On 2001.12.13 18:43 Patrik Stridvall wrote:
Patrik Stridvall ps@leissner.se writes:
Umm. I feared that question would come. The "protection"
the LGPL (or GPL)
that Marcus proposed is IMHO largely an illusion when it
comes to libraries.
Sure we might use a strict interpretion as a weapon in
a PR campaign
against possible voilators but we don't have the
resources to sue
somebody and I very much doubt we would succed either.
I think you greatly underestimate the power of such licenses.
That is what remains to be seem. Many laws doesn't make logical
sense anymore or becomes inconsistant in the new brave world and
the attempts to adapt them often introduces new problems.

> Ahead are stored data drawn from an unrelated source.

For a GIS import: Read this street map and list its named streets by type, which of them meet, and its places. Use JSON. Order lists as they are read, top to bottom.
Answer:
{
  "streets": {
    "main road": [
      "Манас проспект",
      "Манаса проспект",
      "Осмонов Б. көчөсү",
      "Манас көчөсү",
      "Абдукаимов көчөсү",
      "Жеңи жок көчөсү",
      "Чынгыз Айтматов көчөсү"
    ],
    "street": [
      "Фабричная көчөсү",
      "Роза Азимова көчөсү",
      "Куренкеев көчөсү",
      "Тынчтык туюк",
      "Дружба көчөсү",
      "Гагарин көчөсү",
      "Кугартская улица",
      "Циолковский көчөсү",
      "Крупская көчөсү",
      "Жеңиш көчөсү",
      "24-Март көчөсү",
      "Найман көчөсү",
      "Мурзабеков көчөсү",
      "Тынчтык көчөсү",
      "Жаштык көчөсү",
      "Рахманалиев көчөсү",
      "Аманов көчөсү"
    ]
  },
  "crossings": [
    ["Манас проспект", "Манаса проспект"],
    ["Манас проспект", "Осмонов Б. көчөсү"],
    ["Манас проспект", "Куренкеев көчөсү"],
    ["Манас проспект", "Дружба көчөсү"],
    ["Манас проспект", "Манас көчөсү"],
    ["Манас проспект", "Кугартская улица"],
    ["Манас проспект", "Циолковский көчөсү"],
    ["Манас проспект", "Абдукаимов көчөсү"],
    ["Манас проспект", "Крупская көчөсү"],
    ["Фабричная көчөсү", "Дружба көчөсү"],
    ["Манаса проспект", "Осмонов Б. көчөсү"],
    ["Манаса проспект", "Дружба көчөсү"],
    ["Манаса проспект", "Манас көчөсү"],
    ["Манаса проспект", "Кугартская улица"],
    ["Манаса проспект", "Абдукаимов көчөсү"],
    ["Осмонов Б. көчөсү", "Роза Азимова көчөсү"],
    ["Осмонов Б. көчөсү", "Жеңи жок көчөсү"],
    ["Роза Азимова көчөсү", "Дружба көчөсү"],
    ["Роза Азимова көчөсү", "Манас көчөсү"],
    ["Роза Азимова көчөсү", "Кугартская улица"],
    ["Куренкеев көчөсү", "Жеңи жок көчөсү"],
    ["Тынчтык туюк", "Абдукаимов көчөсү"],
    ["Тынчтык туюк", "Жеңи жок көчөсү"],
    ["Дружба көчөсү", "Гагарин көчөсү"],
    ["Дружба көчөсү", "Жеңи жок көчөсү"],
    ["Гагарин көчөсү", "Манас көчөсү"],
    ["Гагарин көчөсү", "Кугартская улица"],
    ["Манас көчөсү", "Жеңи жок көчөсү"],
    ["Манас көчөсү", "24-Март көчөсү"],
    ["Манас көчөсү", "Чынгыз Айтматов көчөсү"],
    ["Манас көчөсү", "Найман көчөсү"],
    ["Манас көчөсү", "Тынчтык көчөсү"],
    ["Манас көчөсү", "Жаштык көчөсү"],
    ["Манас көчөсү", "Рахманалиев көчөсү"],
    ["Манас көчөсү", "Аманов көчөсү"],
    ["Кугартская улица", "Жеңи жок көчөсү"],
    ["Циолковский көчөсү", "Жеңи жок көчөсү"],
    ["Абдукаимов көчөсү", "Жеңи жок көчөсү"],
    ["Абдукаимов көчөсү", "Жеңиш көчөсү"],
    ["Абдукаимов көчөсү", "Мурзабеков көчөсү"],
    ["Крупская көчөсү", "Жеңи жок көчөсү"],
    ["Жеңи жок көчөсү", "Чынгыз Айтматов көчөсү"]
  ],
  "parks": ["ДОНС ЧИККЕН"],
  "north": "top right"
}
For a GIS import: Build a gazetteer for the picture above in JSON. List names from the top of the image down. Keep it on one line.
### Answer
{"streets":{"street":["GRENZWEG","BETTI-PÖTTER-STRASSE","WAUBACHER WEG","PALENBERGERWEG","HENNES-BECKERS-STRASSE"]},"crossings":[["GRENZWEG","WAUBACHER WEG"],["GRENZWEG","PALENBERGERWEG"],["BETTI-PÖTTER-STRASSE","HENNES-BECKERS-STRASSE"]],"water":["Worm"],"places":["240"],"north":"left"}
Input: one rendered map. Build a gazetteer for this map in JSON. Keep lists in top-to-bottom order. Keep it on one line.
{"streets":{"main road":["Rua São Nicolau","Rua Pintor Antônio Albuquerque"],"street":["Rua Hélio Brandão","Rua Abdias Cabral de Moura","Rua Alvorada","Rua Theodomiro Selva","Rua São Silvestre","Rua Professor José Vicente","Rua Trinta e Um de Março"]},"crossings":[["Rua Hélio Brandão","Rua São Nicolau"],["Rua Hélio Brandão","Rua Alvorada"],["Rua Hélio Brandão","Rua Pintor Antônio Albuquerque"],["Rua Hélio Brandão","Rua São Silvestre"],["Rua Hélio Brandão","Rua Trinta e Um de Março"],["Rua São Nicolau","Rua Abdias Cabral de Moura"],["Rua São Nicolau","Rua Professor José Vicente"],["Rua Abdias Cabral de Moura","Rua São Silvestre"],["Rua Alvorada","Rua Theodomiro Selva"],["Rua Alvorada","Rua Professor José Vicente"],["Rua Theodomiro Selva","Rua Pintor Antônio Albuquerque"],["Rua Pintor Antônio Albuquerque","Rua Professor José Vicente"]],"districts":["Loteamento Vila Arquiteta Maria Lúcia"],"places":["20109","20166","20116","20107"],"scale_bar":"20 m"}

The attempts of various courts the interpret the uninterpretable
inconsistancies, without realizing it, futuremore adds to
the confusion.
Expect extreme uncertainty to be the keyword for the
immediate future.
Patrick, is your glass always half-empty? There is no need to be
completely and totally pessimistic about everything. Just
look at the
archives. Almost every argument you have ever made on this
list begins
with some statement about the courts being stupid or corrupt or
something.
I do not believe that the courts are corrupt just that they haven't realized
that world is much more complex than current laws seems to think it is.
This is of course not only the courts problem. It is primarily political
problem but I do not believe the politians will figure this out before
a court point this out to them.
Actually I quite optimistic than they will figure it out eventually.
I do believe in the democratic process, however I'm very pessimistic
than this will happend anytime soon, ie in the next few years, and in
the meantime it will do considerable harm by adding confusion to
the marketplace.
Really dude, lay off the slashdot for a while.
Well. Kuro5hin is still down. :-)
With that said I'd also like to apologize for saying that
(but it still
needed to be said).
No need to apologize.
Alexandre is correct that you are greatly underestimating the
power of the
FSF licenses. Remember, the GPL and LGPL and also the X11,
BSD, etc. all
give you rights that by law you would not have.
True, they do. But if you don't need thoses rights, being
bound by the obligations is ridicoulus.
What part of:
I do not distribute any (L)GPL code. I just ship my
work under whatever license I wish so the end user
after he has fullfilled his legal obligations to me
can combine some (L)GPL:d code, that he can legally
download seperately, with my work.
AFAIK
nobody in the world is currently shipping code (except maybe by
mistake) in violation of the GPL or LGPL, despite the
fact that it has
never been taken to court.
True, it does have some power because few wants to be
named a bad boy, but that might mean less and less in the future.
You are deluded if you think companies who have been in this
position were
only concerned about PR.
That was exactly was I said. Many companies in the open source world
care about PR right now, however that might change in the future as the
market grows.
Money talks...
Companies are concerned about only
one thing:
money. Any company that is not conerned about money as
priority number 1
is broken. Hell, by law they have to be.
... bullshit walks and I see there is no disagreement from
your part here.
In short, I think we agree.
The bottom line is that someone decided that the cost of
bringing their
product into compliance with the (L)GPL one way or another
was less than
the cost of the alternatives.
Exactly and since I think the (L)GPL as applied to libraries
is very weak there is not much we can do about it.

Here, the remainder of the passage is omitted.